Lantas belakangan ini, usaha tersebut kembali dihantam pandemi COVID-19. Berbagai pembatasan yang diberlakukan, membuat lembaga yang punya kewenangan melakukan pengaturan sekaligus pemilik armada tak bisa berbuat banyak.
“Benar-benar sepi penumpang. Jaman sudah sangat jauh berubah. Banyak armada tak beroperasi. Sepertinya memang menunggu bom waktu usaha jasa ini berhenti jalan,” ujar Priyadi.
Pantauan di lapangan, penumpang sangat sepi. Yang tersisa, tinggal pedagang yang berbelanja serta berjualan di pasar-pasar tradisional.

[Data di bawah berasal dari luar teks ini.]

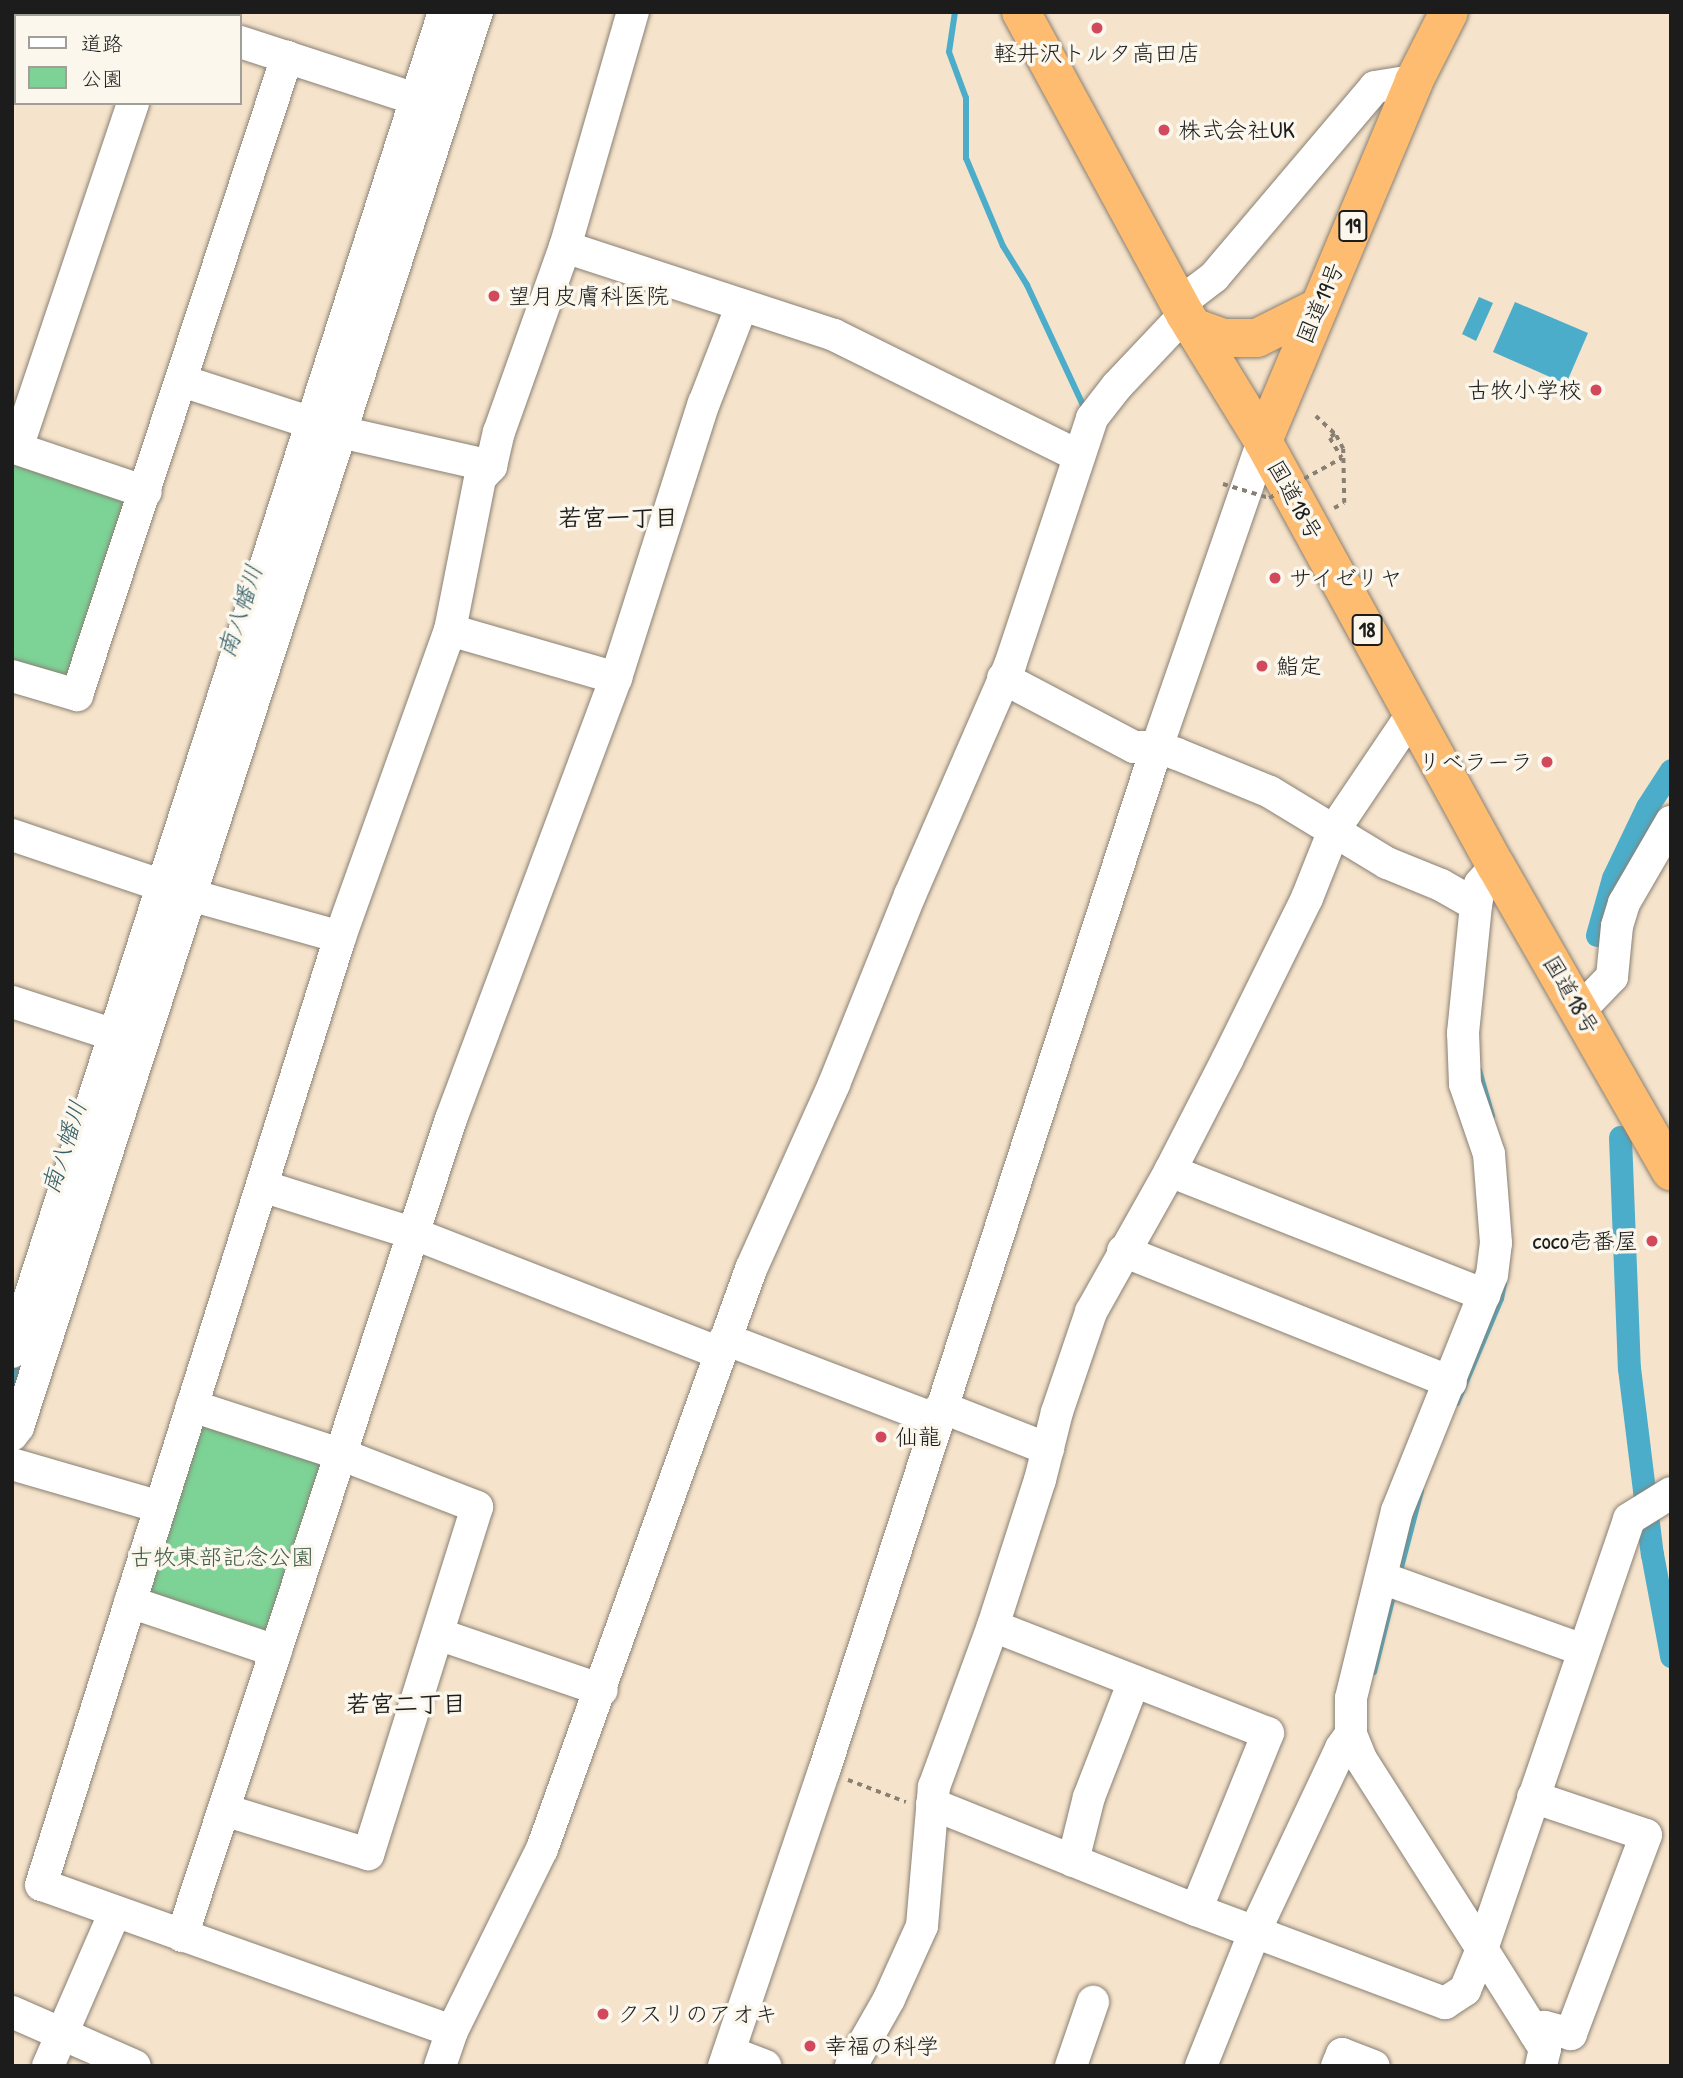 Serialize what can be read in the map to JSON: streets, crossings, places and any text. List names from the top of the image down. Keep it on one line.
{"streets":{"highway":["19","国道19号","国道18号","18"]},"crossings":[["国道19号","国道18号"]],"districts":["若宮一丁目","若宮二丁目"],"water":["南八幡川"],"parks":["古牧東部記念公園"],"places":["軽井沢トルタ高田店","株式会社UK","望月皮膚科医院","古牧小学校","サイゼリヤ","鮨定","リベラーラ","coco壱番屋","仙龍","クスリのアオキ","幸福の科学"],"legend":["道路","公園"]}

Agar armada masih bisa digunakan, banyak diantaranya dimintakan ijin diubah ke plat hitam. Kendaraan angkutan penumpang itu oleh pemilik hendak dimanfaatkan untuk mengangkut barang.
“Beberapa tahun terakhir ada yang minta perubahan status kendaraan. Tiap tahun rata-rata ada 2 permohonan perubahan status kendaraan. Tahun ini bahkan ada 5,” imbuh dia.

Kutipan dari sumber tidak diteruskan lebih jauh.